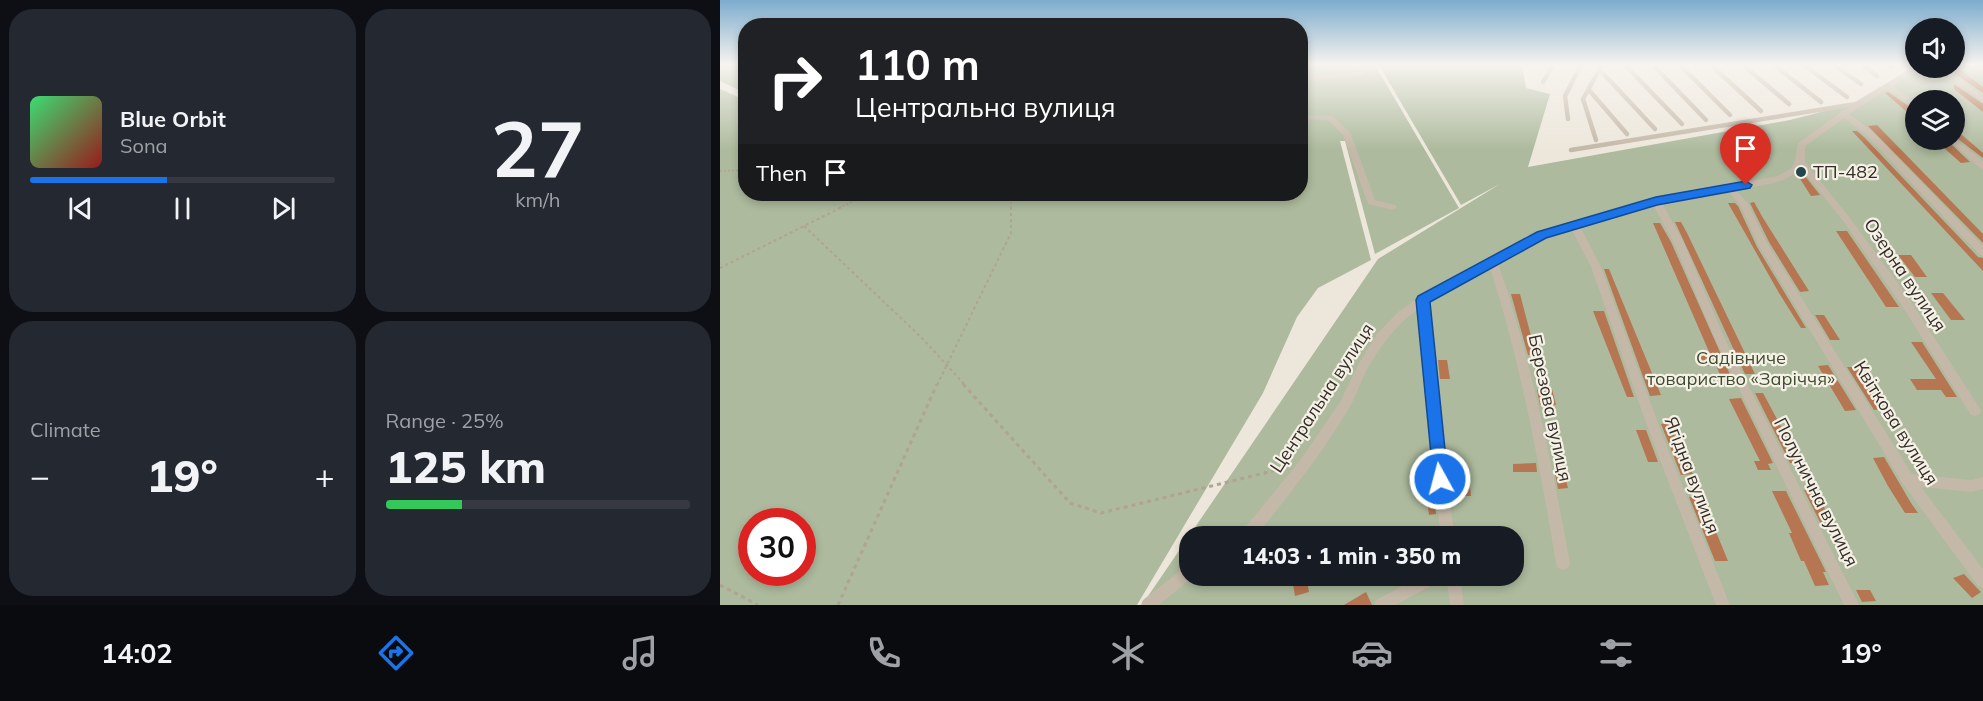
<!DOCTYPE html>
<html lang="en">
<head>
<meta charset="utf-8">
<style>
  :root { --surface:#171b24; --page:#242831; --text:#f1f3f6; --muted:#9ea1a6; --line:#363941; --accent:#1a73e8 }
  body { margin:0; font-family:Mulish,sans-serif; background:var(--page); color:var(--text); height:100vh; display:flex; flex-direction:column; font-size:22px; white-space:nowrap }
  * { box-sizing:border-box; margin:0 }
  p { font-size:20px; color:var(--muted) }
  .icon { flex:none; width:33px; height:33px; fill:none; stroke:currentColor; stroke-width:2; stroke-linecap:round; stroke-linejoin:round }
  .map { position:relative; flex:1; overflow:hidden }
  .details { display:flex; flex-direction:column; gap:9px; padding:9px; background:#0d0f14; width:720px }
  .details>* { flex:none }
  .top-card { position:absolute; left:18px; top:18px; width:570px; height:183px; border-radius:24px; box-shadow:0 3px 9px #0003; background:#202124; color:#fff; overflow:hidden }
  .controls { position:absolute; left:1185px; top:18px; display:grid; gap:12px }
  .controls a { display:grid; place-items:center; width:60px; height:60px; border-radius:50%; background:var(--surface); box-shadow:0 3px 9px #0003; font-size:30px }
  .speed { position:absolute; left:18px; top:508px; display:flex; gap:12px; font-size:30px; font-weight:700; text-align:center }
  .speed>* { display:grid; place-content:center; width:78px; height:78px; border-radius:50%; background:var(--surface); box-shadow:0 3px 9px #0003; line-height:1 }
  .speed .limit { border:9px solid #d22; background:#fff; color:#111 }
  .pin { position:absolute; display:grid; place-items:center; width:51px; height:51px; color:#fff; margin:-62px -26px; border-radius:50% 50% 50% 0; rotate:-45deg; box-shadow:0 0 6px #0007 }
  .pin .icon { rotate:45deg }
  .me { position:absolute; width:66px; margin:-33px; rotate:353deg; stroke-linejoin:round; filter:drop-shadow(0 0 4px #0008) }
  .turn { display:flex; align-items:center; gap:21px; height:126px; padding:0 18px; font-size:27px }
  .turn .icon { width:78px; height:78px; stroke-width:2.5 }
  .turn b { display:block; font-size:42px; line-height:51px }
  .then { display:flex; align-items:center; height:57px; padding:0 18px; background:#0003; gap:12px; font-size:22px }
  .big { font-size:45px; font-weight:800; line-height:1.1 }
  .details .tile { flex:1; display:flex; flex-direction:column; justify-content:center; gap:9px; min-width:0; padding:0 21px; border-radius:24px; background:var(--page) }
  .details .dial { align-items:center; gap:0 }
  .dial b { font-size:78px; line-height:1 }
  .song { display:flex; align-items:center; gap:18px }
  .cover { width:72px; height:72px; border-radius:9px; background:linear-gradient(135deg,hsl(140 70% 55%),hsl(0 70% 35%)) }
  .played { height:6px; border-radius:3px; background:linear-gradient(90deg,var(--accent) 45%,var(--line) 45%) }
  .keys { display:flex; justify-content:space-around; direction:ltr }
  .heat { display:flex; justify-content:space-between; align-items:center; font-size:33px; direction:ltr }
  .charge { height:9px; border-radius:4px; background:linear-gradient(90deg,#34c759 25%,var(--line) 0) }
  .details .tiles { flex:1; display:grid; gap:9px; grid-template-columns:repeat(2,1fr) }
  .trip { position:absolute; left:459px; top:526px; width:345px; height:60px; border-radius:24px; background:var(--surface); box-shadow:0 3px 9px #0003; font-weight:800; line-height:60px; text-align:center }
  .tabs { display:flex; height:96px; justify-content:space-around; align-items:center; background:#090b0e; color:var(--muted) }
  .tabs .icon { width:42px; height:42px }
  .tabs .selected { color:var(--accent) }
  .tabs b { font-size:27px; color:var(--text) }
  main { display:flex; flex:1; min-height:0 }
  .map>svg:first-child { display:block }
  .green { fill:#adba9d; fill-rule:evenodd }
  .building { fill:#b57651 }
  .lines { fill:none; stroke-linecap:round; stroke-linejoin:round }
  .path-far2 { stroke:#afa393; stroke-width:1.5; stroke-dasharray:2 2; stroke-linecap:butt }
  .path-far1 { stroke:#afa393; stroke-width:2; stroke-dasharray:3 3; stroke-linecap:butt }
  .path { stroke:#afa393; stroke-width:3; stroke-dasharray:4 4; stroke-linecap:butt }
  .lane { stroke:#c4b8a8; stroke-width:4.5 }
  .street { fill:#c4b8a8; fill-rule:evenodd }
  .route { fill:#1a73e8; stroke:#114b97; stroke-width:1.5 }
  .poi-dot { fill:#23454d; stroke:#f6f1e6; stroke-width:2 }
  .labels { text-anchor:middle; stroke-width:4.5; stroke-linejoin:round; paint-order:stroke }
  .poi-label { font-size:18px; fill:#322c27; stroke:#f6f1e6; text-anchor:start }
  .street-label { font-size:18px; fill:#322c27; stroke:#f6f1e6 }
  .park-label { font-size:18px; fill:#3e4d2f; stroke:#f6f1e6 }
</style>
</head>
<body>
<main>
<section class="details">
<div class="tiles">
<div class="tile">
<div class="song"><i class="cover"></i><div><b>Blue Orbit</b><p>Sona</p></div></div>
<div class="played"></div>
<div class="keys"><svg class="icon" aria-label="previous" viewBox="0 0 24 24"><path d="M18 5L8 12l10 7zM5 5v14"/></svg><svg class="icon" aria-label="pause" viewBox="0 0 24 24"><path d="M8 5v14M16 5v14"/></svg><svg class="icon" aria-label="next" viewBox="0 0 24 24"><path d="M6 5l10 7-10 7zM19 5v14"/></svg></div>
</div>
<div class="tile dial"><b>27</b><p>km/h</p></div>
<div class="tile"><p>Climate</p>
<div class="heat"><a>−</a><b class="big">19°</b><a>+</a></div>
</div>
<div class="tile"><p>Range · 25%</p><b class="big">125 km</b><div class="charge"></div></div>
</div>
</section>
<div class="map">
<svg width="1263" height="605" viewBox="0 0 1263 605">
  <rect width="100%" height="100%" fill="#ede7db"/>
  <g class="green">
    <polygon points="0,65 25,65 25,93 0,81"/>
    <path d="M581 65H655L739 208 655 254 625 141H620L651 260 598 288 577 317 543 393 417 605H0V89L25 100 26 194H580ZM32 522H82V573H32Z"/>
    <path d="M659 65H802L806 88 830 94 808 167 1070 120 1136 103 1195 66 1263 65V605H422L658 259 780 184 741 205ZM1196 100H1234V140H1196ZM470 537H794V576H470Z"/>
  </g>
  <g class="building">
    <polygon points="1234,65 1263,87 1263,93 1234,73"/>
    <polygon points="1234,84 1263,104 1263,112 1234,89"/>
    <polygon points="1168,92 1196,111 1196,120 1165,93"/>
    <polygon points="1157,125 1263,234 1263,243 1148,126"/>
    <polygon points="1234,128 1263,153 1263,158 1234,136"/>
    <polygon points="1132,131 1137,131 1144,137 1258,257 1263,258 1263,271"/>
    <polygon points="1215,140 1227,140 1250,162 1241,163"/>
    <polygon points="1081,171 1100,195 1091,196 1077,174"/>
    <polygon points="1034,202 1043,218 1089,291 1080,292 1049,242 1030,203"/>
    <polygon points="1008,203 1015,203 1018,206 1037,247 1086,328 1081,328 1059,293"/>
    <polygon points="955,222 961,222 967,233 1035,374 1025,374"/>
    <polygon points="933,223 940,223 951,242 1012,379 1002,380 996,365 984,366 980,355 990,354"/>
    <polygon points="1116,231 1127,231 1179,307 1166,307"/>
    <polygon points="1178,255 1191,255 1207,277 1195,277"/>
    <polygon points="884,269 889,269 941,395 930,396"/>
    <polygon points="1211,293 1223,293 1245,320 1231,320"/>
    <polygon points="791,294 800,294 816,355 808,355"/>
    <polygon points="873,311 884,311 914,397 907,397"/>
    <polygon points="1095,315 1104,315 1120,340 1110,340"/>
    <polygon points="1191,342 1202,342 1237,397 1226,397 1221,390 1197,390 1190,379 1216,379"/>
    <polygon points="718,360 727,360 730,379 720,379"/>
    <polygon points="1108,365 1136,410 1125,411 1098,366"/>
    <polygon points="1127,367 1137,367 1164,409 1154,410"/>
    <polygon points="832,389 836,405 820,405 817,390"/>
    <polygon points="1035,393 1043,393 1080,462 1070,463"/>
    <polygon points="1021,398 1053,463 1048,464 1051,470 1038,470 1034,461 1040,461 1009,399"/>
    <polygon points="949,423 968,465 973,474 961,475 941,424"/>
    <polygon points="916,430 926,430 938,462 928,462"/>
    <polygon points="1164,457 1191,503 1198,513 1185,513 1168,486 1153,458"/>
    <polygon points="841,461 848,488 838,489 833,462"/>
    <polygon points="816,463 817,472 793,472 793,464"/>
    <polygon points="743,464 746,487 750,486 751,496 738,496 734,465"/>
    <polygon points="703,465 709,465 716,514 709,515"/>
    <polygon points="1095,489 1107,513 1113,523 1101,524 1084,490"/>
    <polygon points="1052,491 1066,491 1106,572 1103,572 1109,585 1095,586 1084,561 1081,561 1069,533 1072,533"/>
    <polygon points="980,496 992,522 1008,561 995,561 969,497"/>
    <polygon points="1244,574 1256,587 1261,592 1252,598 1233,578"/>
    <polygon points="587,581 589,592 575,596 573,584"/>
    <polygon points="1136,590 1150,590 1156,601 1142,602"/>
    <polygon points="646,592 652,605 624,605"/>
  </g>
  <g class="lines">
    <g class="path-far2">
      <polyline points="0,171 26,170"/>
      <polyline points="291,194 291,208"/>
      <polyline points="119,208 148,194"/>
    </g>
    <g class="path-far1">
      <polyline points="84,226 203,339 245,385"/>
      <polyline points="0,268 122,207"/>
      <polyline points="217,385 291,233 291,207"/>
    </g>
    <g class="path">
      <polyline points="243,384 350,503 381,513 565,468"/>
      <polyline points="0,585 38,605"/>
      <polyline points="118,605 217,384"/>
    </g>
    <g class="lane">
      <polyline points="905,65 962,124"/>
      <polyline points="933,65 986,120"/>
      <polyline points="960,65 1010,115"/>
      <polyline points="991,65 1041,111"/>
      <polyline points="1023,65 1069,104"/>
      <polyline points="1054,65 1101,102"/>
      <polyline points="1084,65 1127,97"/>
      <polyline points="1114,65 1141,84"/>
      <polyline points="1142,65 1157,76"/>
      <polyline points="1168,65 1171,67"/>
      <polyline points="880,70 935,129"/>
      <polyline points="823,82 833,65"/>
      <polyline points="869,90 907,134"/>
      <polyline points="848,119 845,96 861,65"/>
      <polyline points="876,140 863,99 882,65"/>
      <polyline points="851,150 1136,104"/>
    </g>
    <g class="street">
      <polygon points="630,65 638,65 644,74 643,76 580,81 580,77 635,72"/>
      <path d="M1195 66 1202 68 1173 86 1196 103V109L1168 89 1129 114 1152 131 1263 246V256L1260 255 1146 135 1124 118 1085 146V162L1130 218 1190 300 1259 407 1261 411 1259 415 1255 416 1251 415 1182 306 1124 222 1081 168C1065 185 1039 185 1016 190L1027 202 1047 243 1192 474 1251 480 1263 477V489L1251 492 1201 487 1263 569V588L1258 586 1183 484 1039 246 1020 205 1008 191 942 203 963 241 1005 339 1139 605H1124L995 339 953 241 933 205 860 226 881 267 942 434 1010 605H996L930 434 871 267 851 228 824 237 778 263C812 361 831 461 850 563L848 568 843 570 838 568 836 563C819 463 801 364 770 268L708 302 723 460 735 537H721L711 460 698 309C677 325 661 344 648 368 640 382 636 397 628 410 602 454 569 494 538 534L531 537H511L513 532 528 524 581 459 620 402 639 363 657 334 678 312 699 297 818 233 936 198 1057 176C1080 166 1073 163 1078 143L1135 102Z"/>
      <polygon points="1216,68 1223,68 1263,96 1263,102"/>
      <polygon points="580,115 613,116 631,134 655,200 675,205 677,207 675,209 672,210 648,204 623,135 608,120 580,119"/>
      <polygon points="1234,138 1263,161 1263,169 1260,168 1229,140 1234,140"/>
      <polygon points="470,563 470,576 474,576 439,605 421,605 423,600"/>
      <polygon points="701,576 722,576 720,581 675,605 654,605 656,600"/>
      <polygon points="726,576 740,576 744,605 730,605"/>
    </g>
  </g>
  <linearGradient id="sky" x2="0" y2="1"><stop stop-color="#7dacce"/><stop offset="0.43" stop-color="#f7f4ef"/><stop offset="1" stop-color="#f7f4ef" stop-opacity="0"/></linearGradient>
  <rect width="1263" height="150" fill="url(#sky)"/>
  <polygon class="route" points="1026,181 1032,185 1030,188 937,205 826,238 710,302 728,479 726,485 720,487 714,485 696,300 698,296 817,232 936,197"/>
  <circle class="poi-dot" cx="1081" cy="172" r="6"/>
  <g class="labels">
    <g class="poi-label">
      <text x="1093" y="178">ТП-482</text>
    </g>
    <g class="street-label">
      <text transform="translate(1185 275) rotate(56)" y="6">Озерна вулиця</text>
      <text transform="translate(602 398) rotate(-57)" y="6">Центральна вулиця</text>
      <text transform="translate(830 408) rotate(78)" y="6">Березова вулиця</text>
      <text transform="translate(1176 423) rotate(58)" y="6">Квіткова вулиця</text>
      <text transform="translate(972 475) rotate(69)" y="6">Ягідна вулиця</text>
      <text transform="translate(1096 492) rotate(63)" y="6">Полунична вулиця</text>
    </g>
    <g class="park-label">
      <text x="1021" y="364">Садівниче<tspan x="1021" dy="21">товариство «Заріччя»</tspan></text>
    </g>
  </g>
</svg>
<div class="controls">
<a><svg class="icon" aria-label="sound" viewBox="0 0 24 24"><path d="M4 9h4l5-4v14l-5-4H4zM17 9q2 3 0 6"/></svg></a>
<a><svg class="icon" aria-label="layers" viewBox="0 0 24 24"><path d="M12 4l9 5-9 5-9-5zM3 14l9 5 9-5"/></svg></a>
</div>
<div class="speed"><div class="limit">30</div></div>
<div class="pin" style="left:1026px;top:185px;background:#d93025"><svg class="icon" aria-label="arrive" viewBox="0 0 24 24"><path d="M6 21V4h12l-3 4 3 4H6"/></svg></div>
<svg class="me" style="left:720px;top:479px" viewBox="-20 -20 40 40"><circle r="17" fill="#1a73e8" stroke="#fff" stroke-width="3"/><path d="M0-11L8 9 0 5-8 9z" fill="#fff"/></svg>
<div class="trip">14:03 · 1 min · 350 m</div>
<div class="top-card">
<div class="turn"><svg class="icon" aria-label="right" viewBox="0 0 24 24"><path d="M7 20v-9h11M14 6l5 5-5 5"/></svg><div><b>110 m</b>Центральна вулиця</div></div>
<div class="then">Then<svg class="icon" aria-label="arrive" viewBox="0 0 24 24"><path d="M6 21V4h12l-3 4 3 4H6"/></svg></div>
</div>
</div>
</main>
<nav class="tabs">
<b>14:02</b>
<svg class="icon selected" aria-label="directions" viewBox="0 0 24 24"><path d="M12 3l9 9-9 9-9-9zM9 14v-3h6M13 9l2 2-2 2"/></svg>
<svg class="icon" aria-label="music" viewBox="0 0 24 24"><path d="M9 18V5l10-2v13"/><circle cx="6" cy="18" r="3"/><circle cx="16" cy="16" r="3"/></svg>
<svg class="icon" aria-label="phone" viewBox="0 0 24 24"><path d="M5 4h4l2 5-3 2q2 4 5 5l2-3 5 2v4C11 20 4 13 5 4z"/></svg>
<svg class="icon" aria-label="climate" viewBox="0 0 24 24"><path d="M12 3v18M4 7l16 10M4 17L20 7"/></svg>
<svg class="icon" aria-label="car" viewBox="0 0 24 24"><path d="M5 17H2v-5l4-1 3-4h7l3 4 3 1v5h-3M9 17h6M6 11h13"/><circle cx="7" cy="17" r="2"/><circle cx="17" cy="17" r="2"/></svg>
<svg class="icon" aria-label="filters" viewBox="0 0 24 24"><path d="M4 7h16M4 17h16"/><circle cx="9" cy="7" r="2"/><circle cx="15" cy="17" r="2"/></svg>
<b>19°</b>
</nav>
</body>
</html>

*Task objective:* From the line that has "flex:none; width:33px; height:33px;" through the line that has "position:relative; flex:1; overflow:hidden", copy every line exactly as it appears above, and leave out all others.

*Output:*
  .icon { flex:none; width:33px; height:33px; fill:none; stroke:currentColor; stroke-width:2; stroke-linecap:round; stroke-linejoin:round }
  .map { position:relative; flex:1; overflow:hidden }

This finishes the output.